## EXERCISE BRIEF
Without including any images, output the listing below exactly.

## SUPPLIED DATA

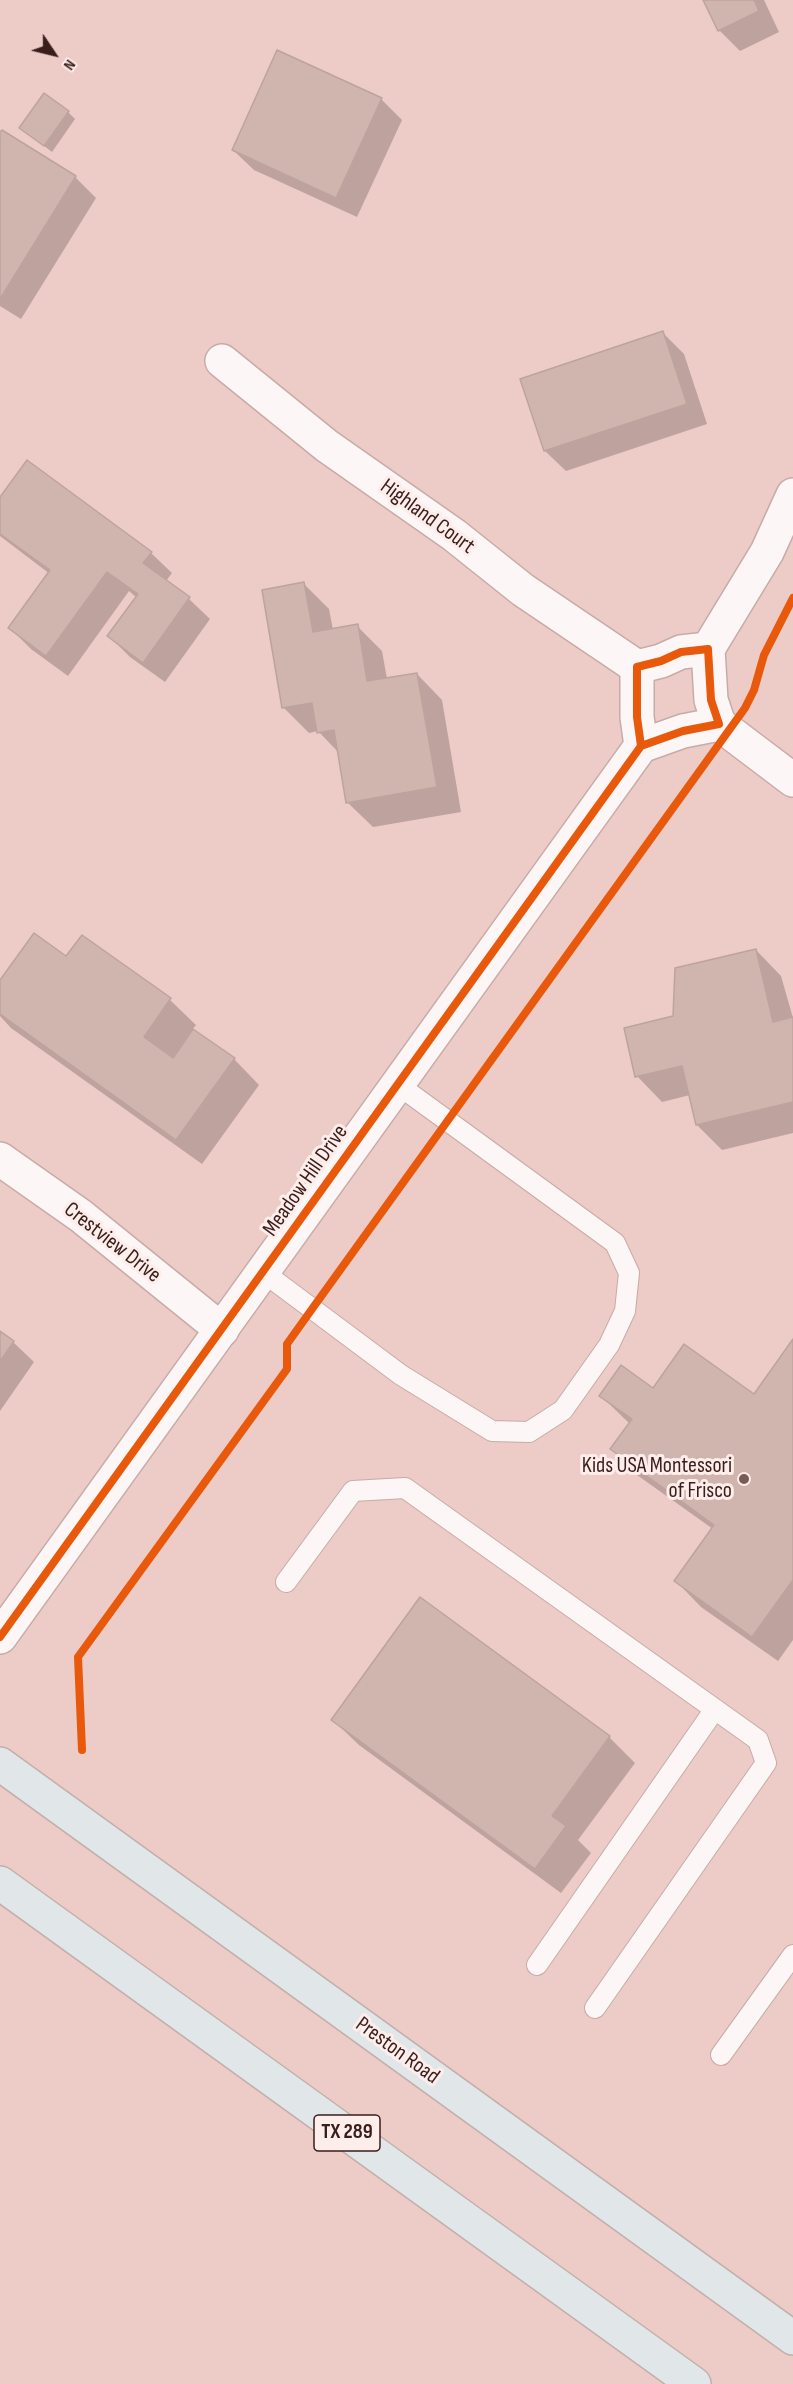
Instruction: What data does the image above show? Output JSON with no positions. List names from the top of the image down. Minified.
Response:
{"streets":{"main road":["Preston Road","TX 289"],"street":["Highland Court","Meadow Hill Drive","Crestview Drive"]},"crossings":[["Meadow Hill Drive","Crestview Drive"]],"places":["Kids USA Montessori of Frisco"],"north":"bottom right"}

## EXPECTED ANSWER
Instruction: What data does the image above show? Output JSON with no positions. List names from the top of the image down. Minified.
Response:
{"streets":{"main road":["Preston Road","TX 289"],"street":["Highland Court","Meadow Hill Drive","Crestview Drive"]},"crossings":[["Meadow Hill Drive","Crestview Drive"]],"places":["Kids USA Montessori of Frisco"],"north":"bottom right"}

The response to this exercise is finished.